Assignment: Some lines hold the string "strokeStyle". Copy all of them from the material that follows.

Data for this exercise:
----------------
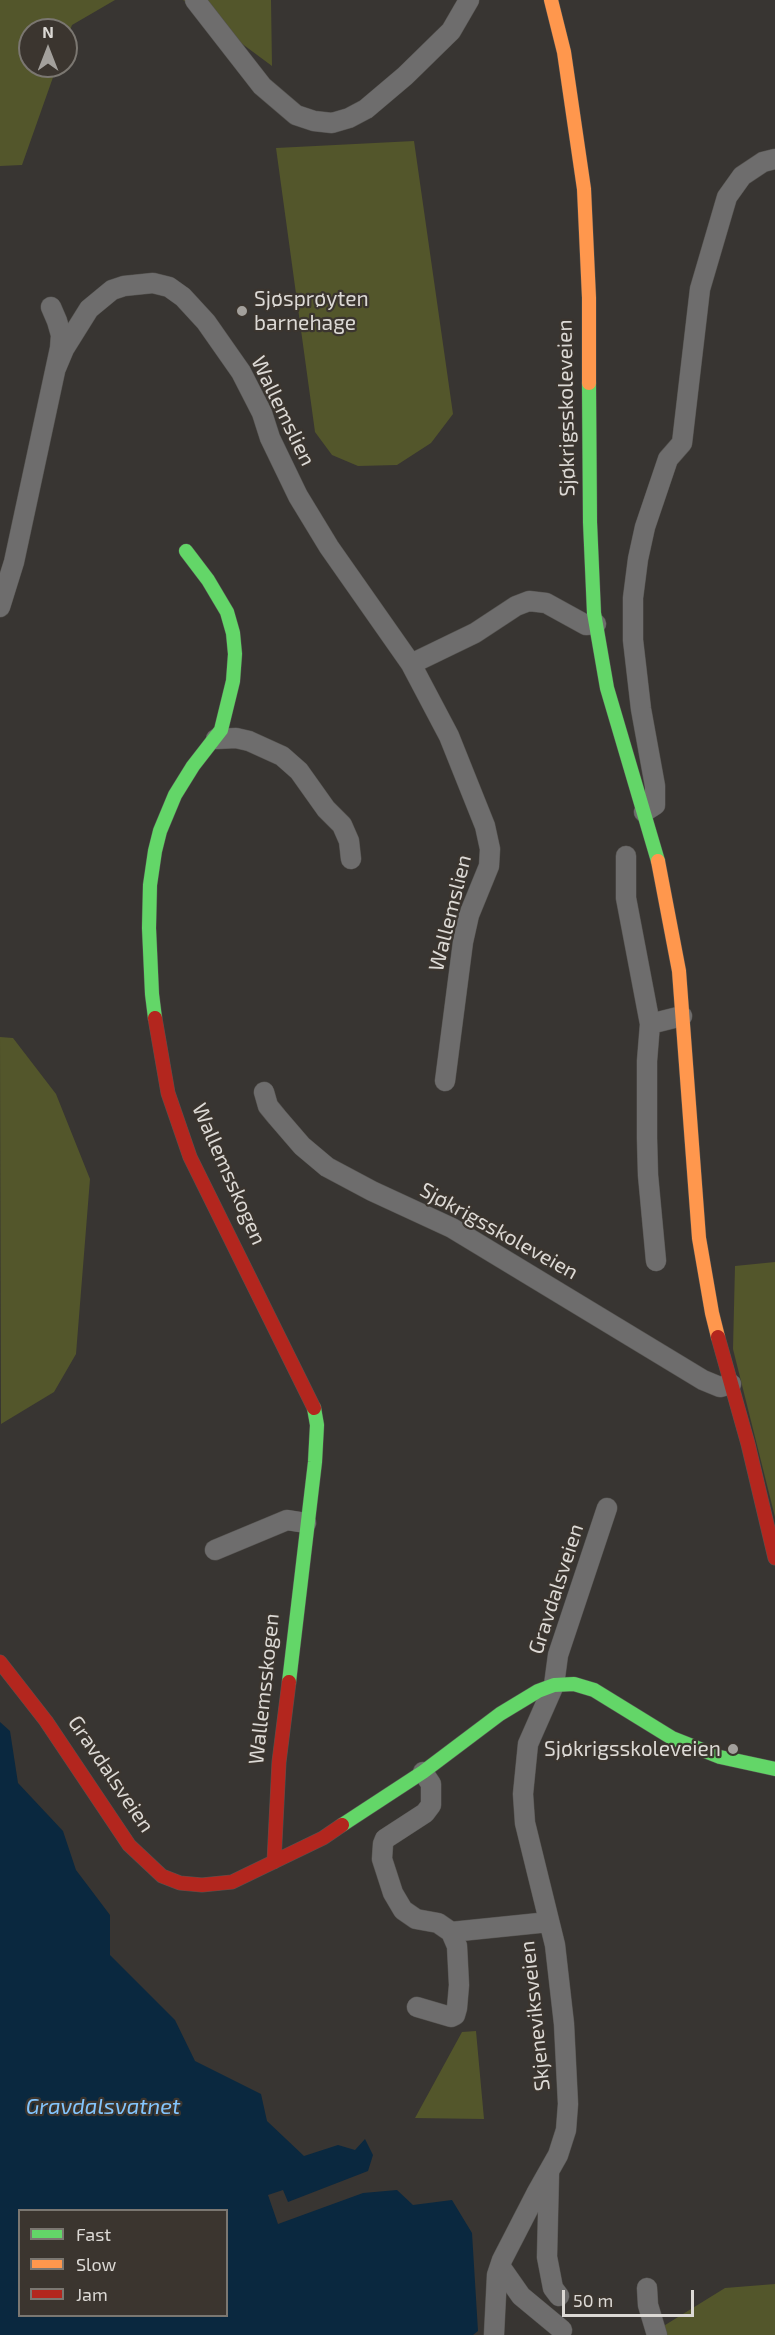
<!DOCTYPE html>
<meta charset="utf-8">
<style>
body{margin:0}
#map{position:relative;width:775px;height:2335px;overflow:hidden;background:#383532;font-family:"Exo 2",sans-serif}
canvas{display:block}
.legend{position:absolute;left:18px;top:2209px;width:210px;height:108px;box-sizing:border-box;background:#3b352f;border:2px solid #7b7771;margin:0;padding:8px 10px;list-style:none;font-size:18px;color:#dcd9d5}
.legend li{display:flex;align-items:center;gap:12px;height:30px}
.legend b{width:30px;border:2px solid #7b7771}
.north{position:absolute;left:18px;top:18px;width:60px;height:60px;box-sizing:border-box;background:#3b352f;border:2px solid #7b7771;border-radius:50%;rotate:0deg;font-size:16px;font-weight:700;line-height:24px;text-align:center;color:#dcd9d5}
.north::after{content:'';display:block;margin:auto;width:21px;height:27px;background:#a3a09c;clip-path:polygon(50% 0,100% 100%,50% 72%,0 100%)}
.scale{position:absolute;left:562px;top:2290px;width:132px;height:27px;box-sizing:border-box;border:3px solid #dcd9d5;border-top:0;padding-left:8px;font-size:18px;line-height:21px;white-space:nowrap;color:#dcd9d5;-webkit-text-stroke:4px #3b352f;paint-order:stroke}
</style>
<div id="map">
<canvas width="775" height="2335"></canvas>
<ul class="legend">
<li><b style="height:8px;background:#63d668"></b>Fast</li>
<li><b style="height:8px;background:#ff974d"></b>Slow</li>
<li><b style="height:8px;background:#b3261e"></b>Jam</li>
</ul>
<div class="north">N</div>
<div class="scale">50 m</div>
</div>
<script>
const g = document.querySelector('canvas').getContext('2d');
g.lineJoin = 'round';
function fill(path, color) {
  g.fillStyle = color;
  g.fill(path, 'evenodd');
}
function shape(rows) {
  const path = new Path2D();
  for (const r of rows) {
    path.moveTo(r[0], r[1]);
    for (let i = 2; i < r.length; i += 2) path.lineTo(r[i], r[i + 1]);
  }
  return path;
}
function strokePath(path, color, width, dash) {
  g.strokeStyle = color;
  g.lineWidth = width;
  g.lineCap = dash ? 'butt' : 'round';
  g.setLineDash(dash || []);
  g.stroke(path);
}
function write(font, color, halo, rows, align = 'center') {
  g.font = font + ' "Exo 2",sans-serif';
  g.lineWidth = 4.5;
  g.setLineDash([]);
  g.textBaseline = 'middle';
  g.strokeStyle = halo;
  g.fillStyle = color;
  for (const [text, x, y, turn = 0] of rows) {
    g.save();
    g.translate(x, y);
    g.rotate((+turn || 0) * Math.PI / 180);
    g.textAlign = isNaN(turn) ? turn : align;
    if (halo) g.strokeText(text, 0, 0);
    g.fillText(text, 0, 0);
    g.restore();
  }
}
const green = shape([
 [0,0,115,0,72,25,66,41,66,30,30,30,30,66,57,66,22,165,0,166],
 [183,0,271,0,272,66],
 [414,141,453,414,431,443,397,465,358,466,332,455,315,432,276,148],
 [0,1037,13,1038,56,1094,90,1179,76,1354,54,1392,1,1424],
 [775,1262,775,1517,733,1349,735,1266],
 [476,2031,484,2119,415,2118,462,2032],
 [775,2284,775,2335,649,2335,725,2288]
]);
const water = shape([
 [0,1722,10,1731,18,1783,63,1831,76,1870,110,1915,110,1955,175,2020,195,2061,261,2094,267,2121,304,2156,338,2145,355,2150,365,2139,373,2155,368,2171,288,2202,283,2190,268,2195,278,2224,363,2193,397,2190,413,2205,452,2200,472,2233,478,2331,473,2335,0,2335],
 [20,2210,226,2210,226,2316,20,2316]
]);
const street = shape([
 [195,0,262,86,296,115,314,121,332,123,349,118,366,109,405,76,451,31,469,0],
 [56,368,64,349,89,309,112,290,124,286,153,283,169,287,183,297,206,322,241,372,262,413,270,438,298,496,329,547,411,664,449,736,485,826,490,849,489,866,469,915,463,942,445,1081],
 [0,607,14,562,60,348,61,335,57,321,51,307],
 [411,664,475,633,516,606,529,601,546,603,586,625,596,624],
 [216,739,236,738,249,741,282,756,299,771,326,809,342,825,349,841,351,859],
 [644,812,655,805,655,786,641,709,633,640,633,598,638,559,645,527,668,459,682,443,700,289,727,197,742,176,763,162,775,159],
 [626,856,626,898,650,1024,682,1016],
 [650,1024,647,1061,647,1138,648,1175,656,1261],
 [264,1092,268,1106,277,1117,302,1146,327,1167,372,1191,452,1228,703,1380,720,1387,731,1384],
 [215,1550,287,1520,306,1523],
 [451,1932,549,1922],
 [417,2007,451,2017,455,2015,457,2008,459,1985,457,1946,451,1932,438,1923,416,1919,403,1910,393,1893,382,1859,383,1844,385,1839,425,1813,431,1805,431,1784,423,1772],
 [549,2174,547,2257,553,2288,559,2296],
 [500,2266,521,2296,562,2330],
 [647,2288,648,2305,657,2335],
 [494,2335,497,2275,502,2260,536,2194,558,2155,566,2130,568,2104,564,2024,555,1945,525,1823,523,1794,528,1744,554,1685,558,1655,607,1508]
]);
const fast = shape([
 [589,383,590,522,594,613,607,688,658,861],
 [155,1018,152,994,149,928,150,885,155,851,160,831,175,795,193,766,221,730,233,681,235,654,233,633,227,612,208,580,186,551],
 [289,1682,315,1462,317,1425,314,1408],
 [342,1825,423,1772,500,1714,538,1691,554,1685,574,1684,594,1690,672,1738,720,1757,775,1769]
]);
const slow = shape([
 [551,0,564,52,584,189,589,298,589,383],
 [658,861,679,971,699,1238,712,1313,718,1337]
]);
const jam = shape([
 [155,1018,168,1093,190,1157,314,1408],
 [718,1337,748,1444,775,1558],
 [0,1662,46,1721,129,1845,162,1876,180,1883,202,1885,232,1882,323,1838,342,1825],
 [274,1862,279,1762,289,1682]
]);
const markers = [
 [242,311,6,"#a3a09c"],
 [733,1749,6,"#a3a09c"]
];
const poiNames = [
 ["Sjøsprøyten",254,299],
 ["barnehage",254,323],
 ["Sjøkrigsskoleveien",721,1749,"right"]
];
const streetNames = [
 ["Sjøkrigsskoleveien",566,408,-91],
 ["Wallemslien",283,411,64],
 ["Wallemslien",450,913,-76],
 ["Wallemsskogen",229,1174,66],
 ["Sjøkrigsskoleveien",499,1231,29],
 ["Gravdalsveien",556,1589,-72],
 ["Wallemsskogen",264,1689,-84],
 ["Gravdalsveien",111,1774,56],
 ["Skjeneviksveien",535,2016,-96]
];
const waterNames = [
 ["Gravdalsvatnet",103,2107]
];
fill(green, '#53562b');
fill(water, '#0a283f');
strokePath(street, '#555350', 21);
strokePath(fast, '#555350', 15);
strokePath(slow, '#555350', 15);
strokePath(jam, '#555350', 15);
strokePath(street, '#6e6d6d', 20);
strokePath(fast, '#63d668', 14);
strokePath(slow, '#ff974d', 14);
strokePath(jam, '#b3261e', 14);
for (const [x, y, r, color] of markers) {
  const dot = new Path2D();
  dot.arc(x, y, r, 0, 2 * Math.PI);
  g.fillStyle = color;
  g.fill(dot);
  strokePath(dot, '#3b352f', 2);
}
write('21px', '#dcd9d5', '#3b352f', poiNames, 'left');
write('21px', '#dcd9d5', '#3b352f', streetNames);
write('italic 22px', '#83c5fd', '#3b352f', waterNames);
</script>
----------------
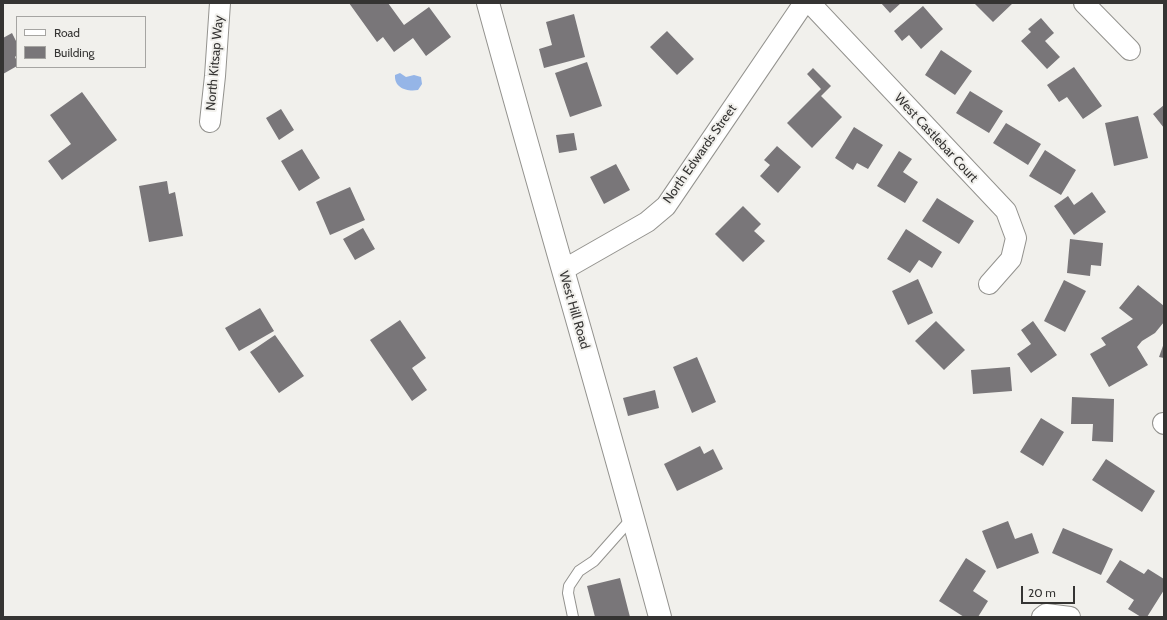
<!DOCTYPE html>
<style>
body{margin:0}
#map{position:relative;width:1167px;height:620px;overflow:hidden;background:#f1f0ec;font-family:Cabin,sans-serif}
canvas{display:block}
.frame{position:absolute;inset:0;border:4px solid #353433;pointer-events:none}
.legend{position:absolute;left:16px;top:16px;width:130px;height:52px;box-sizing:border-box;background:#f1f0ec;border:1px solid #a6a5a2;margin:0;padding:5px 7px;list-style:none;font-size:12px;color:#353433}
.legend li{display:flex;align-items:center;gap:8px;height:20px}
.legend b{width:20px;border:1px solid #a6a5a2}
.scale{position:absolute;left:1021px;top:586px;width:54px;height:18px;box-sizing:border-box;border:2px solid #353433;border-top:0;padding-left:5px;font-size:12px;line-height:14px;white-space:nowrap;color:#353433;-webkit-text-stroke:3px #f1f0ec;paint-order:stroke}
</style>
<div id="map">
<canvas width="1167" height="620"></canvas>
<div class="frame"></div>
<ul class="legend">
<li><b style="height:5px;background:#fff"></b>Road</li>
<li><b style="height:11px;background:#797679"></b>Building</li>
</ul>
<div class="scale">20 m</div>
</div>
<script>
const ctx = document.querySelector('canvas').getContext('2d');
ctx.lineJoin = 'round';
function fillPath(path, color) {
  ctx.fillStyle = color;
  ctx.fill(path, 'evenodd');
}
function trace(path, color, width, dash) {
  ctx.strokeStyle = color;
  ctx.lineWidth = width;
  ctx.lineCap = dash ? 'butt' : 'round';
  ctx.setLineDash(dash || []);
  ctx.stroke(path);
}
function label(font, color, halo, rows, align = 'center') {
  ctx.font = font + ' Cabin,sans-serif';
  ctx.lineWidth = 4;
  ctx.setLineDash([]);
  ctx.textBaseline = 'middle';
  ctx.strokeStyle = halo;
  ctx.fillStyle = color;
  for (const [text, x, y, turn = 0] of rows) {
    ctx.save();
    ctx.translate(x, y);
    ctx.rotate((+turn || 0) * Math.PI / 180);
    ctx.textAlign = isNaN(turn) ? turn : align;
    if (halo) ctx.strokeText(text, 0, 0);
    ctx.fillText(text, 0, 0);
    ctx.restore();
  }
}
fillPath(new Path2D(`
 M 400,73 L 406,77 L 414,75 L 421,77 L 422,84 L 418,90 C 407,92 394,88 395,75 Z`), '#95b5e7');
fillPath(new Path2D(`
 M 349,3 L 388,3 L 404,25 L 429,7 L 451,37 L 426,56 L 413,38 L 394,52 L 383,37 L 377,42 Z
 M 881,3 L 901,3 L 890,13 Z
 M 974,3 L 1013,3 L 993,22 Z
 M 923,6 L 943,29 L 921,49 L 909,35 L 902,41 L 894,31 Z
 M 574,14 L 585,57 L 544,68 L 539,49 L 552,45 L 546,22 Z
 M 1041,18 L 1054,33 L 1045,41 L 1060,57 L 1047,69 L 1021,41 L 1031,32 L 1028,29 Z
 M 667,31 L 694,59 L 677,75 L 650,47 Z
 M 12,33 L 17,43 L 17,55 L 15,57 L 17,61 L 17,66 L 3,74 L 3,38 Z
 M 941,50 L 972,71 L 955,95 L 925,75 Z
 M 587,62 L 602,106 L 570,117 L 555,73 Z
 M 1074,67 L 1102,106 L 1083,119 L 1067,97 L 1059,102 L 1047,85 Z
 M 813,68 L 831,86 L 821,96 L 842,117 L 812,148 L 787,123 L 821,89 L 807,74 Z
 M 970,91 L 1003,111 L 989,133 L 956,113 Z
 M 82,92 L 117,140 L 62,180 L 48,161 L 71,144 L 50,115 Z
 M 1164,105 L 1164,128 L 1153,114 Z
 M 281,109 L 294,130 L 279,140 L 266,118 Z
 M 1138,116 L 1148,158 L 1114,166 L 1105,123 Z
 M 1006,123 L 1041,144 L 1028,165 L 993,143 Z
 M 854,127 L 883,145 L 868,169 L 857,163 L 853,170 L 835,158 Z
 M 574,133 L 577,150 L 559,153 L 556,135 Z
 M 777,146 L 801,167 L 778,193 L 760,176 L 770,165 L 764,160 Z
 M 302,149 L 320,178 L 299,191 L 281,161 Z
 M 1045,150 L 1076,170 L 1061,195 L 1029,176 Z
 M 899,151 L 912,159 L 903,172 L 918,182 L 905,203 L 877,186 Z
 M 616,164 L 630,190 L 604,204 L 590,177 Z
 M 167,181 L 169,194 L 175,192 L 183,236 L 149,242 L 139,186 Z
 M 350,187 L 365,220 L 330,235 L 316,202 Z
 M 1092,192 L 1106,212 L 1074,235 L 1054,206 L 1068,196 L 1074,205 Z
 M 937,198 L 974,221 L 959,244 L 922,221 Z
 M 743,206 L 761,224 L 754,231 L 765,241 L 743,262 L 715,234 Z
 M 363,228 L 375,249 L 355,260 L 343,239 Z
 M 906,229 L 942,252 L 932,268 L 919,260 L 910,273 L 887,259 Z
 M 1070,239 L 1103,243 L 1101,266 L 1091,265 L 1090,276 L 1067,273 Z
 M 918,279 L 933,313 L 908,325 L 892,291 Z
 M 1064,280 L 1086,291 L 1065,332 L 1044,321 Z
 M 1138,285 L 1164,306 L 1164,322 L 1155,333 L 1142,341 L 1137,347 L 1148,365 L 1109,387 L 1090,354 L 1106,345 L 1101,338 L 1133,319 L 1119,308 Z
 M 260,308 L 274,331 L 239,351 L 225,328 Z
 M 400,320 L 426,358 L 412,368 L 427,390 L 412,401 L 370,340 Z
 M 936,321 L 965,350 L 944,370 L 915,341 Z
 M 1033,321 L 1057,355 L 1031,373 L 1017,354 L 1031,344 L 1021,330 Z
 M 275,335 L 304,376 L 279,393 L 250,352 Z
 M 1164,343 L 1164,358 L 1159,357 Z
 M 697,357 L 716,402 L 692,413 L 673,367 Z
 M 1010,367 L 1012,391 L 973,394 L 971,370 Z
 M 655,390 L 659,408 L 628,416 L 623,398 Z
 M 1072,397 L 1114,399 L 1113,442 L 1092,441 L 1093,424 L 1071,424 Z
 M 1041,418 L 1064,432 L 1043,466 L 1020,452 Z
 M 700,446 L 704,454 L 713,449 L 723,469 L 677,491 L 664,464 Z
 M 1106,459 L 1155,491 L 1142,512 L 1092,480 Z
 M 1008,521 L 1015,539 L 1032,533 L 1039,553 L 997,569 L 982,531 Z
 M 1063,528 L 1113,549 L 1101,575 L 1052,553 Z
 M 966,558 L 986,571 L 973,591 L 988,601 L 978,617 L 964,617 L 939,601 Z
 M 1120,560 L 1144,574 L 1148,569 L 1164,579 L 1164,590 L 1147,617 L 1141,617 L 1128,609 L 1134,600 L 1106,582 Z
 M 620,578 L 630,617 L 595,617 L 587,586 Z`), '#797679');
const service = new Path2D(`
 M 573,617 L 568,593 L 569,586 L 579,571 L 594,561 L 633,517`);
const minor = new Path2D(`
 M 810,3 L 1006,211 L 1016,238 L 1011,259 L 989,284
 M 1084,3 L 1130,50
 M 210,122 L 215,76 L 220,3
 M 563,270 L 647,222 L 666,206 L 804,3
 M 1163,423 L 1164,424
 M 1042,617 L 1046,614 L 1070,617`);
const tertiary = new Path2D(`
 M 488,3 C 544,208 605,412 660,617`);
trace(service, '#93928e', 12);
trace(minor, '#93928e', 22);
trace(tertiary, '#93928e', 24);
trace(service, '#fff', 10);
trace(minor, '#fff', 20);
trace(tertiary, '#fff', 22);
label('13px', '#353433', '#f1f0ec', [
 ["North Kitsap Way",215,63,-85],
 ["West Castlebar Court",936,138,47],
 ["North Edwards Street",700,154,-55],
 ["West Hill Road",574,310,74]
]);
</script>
----------------
Exercise solution:
  g.strokeStyle = color;
  g.strokeStyle = halo;
  ctx.strokeStyle = color;
  ctx.strokeStyle = halo;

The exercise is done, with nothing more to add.